PROBLEM REQUIREMENTS:
Could you copy out every line of the data where the word "name" occurs?

EXTRACTED ENTRIES:

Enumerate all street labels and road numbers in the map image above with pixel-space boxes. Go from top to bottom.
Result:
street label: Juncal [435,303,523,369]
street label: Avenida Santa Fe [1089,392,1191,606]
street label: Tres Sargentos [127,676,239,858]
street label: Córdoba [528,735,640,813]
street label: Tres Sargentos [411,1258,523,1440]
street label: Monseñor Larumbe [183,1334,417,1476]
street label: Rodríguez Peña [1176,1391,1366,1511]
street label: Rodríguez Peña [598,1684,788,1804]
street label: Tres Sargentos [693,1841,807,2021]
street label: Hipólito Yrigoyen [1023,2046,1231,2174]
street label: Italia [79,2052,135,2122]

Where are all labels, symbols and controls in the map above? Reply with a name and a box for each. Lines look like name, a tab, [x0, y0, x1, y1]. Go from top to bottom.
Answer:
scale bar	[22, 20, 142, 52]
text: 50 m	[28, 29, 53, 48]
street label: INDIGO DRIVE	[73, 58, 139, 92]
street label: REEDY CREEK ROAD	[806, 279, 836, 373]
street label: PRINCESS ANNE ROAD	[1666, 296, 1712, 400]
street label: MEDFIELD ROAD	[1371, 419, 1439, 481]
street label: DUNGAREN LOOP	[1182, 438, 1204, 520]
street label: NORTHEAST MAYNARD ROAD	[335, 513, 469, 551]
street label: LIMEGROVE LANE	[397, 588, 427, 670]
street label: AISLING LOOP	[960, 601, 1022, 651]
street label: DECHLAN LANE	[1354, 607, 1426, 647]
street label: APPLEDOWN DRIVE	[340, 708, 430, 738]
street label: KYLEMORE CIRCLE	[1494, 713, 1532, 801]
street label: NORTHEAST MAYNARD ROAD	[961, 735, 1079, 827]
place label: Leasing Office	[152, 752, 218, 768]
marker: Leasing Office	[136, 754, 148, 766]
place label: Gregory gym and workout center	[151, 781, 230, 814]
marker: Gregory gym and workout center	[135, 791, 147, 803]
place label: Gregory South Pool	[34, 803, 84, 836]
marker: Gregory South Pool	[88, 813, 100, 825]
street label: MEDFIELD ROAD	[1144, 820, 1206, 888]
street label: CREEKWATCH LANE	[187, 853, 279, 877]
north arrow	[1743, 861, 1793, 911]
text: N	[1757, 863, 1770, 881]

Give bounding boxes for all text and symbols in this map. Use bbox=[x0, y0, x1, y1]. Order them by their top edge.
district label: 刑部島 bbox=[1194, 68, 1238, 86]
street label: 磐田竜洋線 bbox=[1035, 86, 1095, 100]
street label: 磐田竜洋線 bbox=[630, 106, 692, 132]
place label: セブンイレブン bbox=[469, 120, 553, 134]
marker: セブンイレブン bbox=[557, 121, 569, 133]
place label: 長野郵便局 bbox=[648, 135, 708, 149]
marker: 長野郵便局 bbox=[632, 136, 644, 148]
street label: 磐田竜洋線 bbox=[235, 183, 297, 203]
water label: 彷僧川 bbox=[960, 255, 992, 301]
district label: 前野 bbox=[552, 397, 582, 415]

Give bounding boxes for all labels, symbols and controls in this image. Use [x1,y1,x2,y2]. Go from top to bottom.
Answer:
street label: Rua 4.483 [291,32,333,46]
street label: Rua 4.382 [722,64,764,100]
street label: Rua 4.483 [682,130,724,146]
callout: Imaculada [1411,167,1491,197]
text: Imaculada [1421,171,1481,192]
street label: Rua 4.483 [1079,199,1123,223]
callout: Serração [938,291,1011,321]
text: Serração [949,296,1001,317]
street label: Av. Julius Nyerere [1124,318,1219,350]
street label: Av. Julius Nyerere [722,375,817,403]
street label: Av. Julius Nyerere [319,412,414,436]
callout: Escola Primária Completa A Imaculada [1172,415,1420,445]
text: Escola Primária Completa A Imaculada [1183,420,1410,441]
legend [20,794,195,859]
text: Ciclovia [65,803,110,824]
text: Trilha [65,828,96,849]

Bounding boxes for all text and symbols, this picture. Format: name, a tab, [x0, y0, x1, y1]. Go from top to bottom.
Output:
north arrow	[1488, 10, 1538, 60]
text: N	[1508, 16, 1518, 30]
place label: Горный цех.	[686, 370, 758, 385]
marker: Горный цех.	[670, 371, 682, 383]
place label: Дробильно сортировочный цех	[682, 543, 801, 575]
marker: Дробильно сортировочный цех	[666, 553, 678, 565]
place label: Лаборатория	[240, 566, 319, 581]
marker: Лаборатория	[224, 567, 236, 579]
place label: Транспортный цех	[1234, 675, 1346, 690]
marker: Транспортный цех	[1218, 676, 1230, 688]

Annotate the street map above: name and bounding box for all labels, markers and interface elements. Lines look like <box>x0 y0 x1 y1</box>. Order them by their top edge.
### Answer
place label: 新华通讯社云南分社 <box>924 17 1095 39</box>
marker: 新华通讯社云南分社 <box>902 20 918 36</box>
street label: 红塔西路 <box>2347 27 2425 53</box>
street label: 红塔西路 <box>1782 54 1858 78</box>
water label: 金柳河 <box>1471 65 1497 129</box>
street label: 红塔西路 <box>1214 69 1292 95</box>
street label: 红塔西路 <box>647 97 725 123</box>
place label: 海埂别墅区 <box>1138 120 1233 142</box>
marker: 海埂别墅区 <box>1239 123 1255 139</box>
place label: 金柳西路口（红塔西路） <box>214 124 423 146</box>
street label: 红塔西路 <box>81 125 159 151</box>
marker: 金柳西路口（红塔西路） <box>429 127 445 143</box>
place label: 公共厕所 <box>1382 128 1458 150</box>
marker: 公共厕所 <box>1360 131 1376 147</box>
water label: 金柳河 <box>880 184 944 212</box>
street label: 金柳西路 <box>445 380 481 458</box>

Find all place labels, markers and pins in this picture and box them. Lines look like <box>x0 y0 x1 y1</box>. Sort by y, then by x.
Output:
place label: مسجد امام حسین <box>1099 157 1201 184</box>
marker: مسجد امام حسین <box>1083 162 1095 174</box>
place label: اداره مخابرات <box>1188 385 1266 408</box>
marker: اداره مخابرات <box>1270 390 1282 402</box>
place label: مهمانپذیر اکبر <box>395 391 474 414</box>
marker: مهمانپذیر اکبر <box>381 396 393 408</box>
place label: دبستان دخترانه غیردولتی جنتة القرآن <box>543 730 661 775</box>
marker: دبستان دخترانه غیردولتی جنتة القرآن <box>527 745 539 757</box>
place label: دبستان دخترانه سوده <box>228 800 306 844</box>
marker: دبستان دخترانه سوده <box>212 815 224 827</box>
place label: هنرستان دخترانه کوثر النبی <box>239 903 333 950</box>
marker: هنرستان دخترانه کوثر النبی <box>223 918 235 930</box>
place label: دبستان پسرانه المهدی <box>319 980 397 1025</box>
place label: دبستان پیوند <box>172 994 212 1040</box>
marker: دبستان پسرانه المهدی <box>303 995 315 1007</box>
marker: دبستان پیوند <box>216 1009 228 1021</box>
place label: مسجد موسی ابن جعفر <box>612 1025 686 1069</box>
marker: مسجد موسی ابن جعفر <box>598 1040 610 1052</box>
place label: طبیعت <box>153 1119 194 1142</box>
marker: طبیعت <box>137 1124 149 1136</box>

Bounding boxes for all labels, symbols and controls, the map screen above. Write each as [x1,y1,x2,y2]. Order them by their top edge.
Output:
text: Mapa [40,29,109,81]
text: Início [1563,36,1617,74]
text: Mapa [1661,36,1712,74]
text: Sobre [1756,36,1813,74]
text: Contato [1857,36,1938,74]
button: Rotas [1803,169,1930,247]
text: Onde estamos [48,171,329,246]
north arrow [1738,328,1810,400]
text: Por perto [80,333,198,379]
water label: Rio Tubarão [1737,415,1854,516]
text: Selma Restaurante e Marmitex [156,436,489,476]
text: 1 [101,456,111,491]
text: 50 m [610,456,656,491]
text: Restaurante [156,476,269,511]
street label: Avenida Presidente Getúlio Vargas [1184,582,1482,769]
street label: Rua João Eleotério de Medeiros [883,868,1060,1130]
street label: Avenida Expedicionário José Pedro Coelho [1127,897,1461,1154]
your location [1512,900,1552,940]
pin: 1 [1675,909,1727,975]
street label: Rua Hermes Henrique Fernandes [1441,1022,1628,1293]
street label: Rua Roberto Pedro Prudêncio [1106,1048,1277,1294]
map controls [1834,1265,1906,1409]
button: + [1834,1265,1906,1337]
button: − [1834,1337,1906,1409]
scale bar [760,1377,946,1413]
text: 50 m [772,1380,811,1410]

WORKED SOLUTION:
Where are all labels, symbols and controls in the map above? Reply with a name and a box for each. Lines look like name, a tab, [x0, y0, x1, y1]. Go from top to bottom.
Bounding boxes for all text and symbols, this picture. Format: name, a tab, [x0, y0, x1, y1]. Go from top to bottom.
Annotate the street map above: name and bounding box for all labels, markers and interface elements. Lines look like <box>x0 y0 x1 y1</box>. Order them by their top edge.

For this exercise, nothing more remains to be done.